= WORK REQUIRED =
An exact copy of all the data, minus the images, is required.

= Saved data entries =

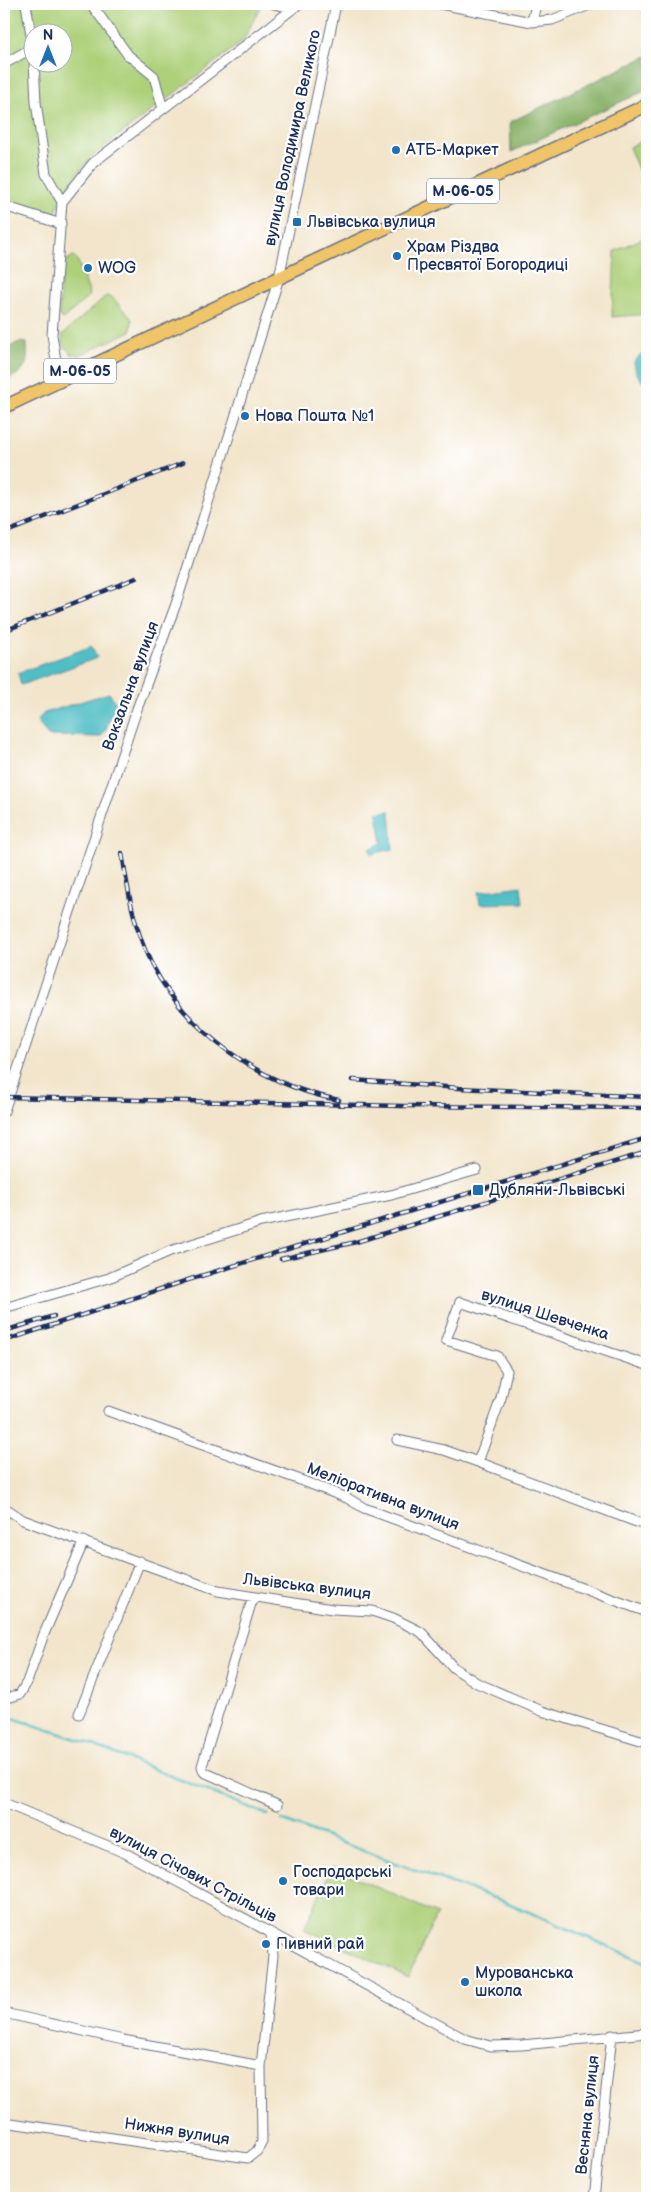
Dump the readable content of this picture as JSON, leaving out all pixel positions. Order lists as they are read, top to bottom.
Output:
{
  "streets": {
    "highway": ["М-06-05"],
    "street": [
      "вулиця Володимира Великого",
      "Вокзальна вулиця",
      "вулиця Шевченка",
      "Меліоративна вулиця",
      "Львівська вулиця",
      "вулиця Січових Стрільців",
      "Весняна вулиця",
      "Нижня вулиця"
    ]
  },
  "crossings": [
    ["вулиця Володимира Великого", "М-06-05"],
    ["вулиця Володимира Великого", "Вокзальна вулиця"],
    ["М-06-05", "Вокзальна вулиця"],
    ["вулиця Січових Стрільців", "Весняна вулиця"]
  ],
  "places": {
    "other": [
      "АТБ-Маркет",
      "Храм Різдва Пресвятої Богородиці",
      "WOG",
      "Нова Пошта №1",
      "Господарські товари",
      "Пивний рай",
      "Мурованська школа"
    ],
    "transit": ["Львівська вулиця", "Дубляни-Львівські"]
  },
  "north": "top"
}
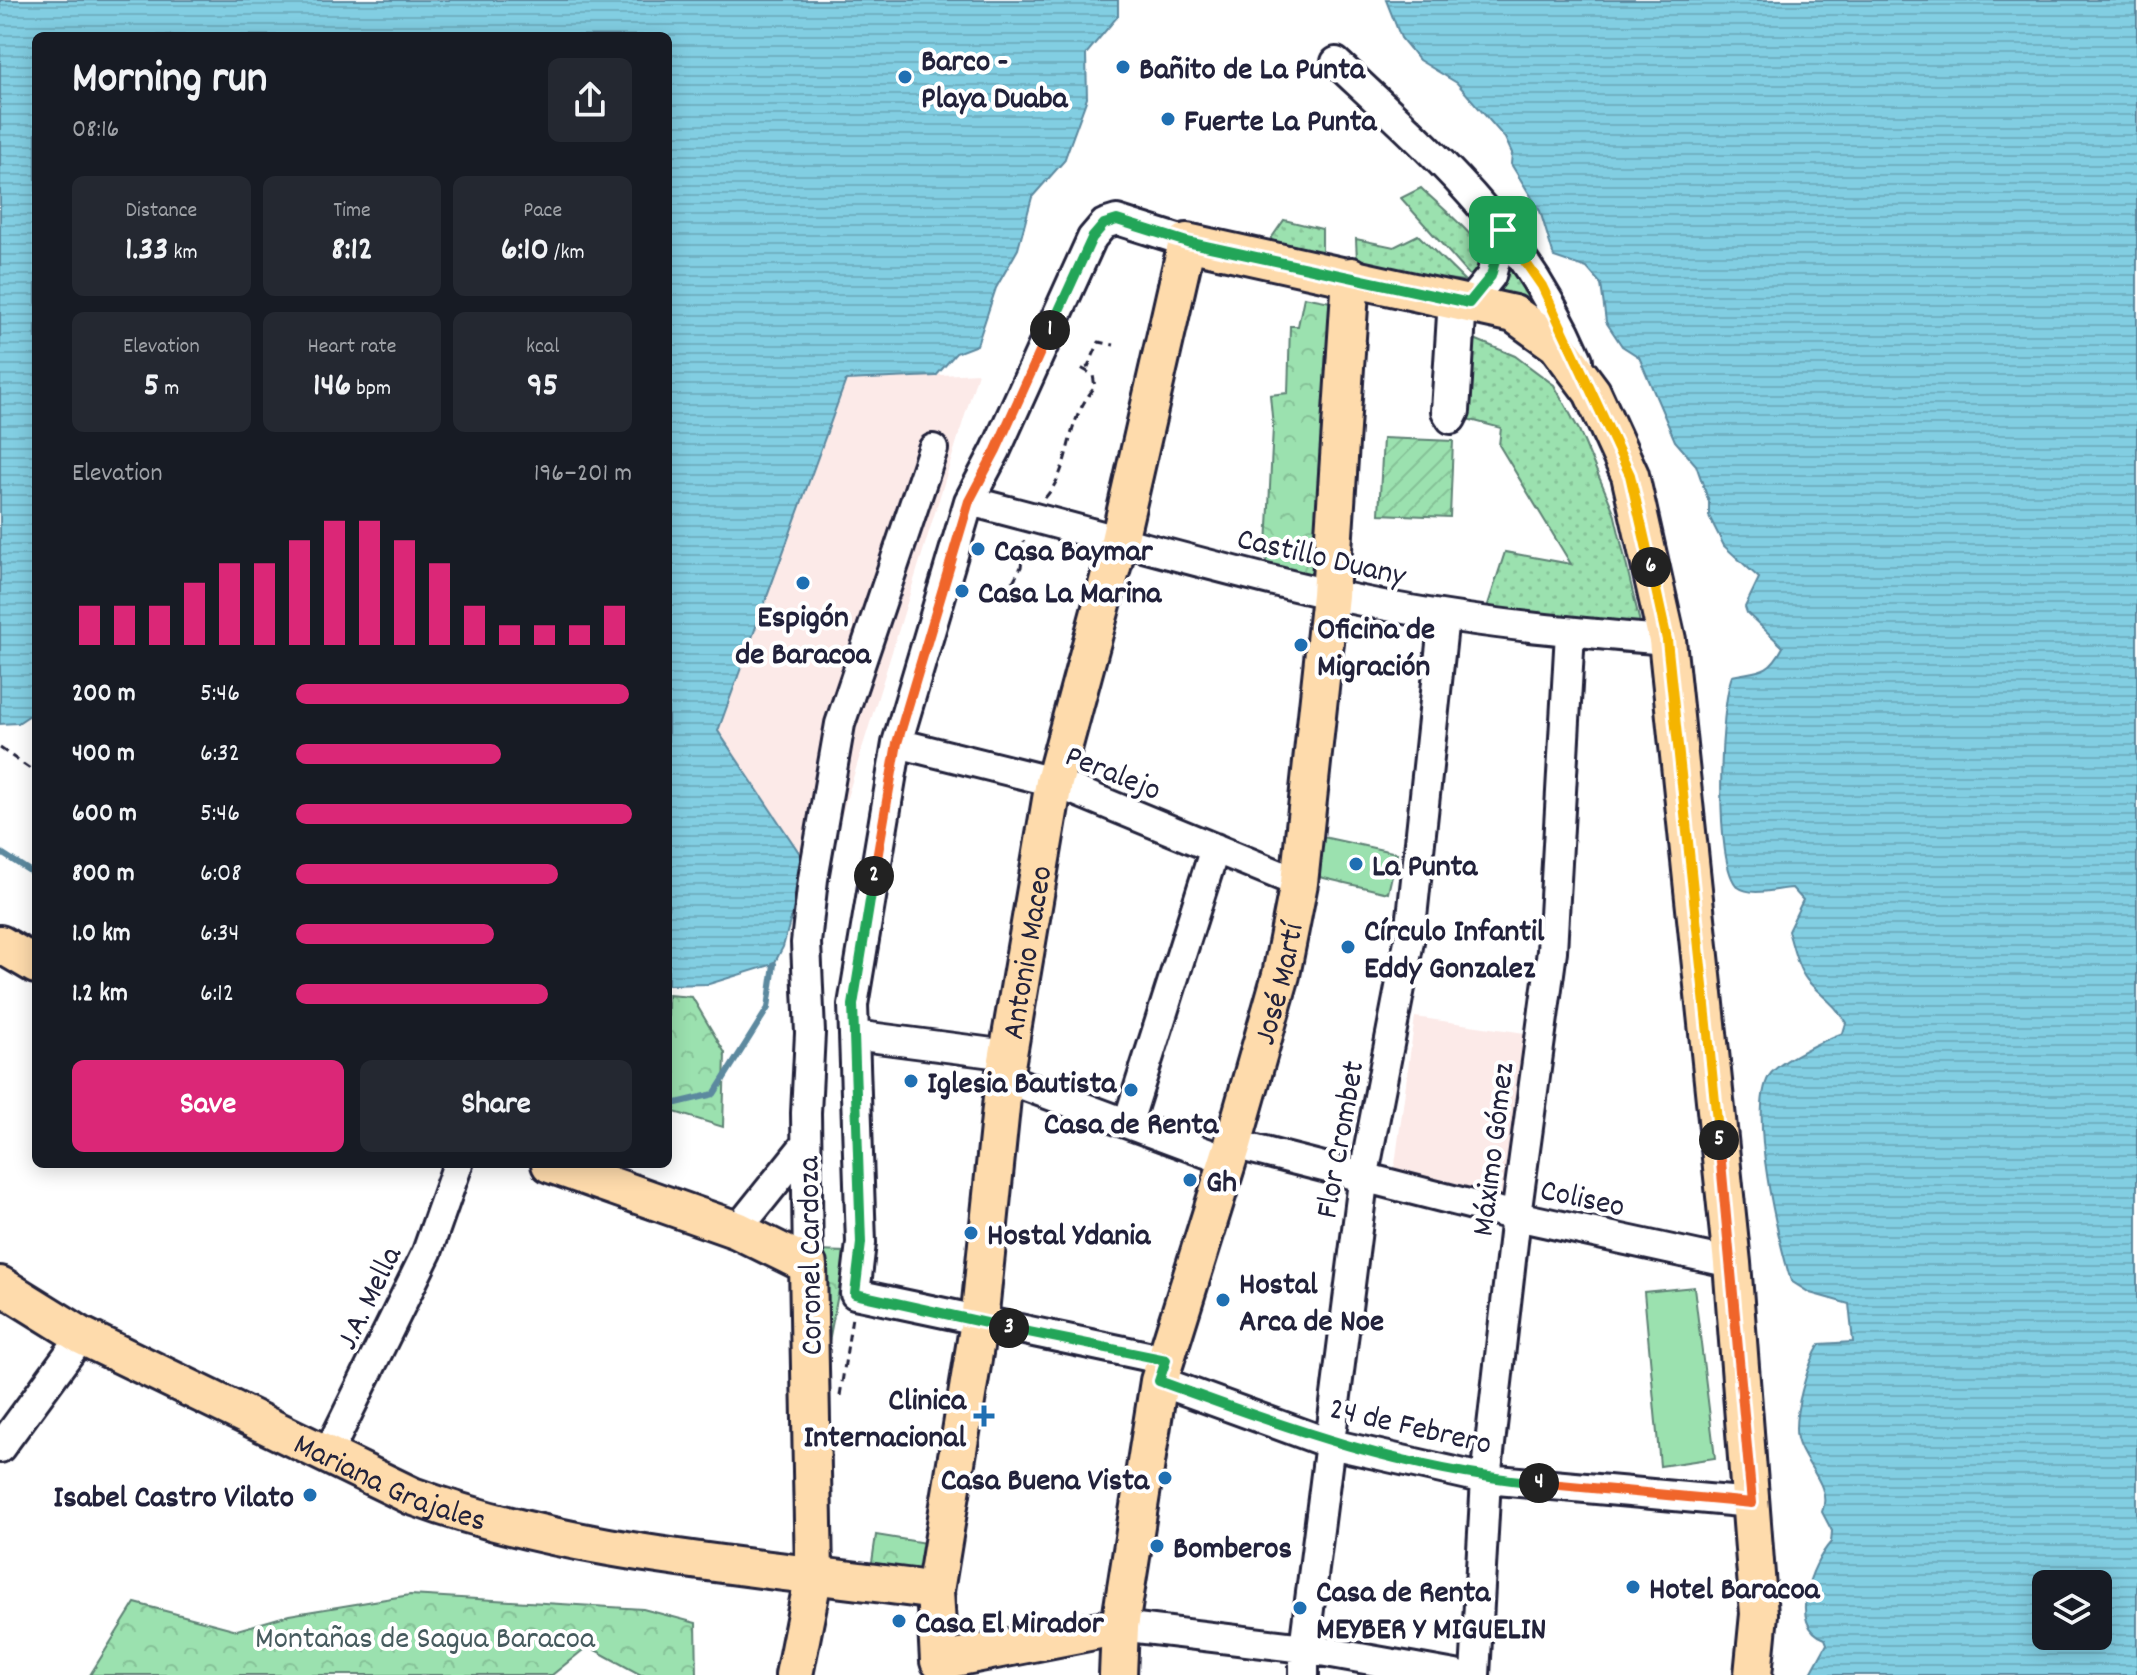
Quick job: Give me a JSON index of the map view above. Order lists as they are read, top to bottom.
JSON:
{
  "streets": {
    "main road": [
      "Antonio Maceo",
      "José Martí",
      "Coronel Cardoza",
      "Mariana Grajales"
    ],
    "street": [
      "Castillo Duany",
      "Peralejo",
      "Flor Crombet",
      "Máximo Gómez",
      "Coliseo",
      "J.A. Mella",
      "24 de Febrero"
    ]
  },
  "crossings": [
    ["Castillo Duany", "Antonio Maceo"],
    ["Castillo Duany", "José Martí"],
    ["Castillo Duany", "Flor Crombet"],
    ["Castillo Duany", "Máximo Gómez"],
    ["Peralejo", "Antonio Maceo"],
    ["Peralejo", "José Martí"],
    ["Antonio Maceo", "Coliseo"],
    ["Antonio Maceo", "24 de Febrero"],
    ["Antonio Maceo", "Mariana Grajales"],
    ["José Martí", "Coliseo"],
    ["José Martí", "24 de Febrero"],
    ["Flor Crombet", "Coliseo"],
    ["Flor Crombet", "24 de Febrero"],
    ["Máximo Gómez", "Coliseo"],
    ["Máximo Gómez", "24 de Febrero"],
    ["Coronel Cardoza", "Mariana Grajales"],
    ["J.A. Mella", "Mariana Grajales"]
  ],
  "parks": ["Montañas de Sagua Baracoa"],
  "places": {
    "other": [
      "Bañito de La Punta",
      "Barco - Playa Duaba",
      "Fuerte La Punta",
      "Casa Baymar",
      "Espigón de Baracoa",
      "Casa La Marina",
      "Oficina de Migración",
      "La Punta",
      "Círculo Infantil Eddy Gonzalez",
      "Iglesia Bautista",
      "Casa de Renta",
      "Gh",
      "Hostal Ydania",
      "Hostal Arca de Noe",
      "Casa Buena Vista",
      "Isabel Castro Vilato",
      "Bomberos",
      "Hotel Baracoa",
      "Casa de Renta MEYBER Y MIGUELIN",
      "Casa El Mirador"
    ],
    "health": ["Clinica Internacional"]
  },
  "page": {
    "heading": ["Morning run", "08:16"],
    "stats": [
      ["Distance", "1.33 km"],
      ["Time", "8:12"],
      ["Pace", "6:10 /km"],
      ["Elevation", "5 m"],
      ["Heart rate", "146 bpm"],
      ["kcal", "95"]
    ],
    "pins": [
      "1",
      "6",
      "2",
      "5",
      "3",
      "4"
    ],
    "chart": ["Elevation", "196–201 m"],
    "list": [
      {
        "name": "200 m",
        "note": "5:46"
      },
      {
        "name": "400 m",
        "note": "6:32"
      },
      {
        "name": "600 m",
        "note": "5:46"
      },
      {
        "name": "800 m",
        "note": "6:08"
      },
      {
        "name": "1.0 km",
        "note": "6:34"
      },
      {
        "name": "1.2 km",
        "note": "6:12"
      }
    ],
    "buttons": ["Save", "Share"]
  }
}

= TASK OUTPUT =
Dump the readable content of this picture as JSON, leaving out all pixel positions. Order lists as they are read, top to bottom.
Output:
{
  "streets": {
    "highway": ["М-06-05"],
    "street": [
      "вулиця Володимира Великого",
      "Вокзальна вулиця",
      "вулиця Шевченка",
      "Меліоративна вулиця",
      "Львівська вулиця",
      "вулиця Січових Стрільців",
      "Весняна вулиця",
      "Нижня вулиця"
    ]
  },
  "crossings": [
    ["вулиця Володимира Великого", "М-06-05"],
    ["вулиця Володимира Великого", "Вокзальна вулиця"],
    ["М-06-05", "Вокзальна вулиця"],
    ["вулиця Січових Стрільців", "Весняна вулиця"]
  ],
  "places": {
    "other": [
      "АТБ-Маркет",
      "Храм Різдва Пресвятої Богородиці",
      "WOG",
      "Нова Пошта №1",
      "Господарські товари",
      "Пивний рай",
      "Мурованська школа"
    ],
    "transit": ["Львівська вулиця", "Дубляни-Львівські"]
  },
  "north": "top"
}
Quick job: Give me a JSON index of the map view above. Order lists as they are read, top to bottom.
JSON:
{
  "streets": {
    "main road": [
      "Antonio Maceo",
      "José Martí",
      "Coronel Cardoza",
      "Mariana Grajales"
    ],
    "street": [
      "Castillo Duany",
      "Peralejo",
      "Flor Crombet",
      "Máximo Gómez",
      "Coliseo",
      "J.A. Mella",
      "24 de Febrero"
    ]
  },
  "crossings": [
    ["Castillo Duany", "Antonio Maceo"],
    ["Castillo Duany", "José Martí"],
    ["Castillo Duany", "Flor Crombet"],
    ["Castillo Duany", "Máximo Gómez"],
    ["Peralejo", "Antonio Maceo"],
    ["Peralejo", "José Martí"],
    ["Antonio Maceo", "Coliseo"],
    ["Antonio Maceo", "24 de Febrero"],
    ["Antonio Maceo", "Mariana Grajales"],
    ["José Martí", "Coliseo"],
    ["José Martí", "24 de Febrero"],
    ["Flor Crombet", "Coliseo"],
    ["Flor Crombet", "24 de Febrero"],
    ["Máximo Gómez", "Coliseo"],
    ["Máximo Gómez", "24 de Febrero"],
    ["Coronel Cardoza", "Mariana Grajales"],
    ["J.A. Mella", "Mariana Grajales"]
  ],
  "parks": ["Montañas de Sagua Baracoa"],
  "places": {
    "other": [
      "Bañito de La Punta",
      "Barco - Playa Duaba",
      "Fuerte La Punta",
      "Casa Baymar",
      "Espigón de Baracoa",
      "Casa La Marina",
      "Oficina de Migración",
      "La Punta",
      "Círculo Infantil Eddy Gonzalez",
      "Iglesia Bautista",
      "Casa de Renta",
      "Gh",
      "Hostal Ydania",
      "Hostal Arca de Noe",
      "Casa Buena Vista",
      "Isabel Castro Vilato",
      "Bomberos",
      "Hotel Baracoa",
      "Casa de Renta MEYBER Y MIGUELIN",
      "Casa El Mirador"
    ],
    "health": ["Clinica Internacional"]
  },
  "page": {
    "heading": ["Morning run", "08:16"],
    "stats": [
      ["Distance", "1.33 km"],
      ["Time", "8:12"],
      ["Pace", "6:10 /km"],
      ["Elevation", "5 m"],
      ["Heart rate", "146 bpm"],
      ["kcal", "95"]
    ],
    "pins": [
      "1",
      "6",
      "2",
      "5",
      "3",
      "4"
    ],
    "chart": ["Elevation", "196–201 m"],
    "list": [
      {
        "name": "200 m",
        "note": "5:46"
      },
      {
        "name": "400 m",
        "note": "6:32"
      },
      {
        "name": "600 m",
        "note": "5:46"
      },
      {
        "name": "800 m",
        "note": "6:08"
      },
      {
        "name": "1.0 km",
        "note": "6:34"
      },
      {
        "name": "1.2 km",
        "note": "6:12"
      }
    ],
    "buttons": ["Save", "Share"]
  }
}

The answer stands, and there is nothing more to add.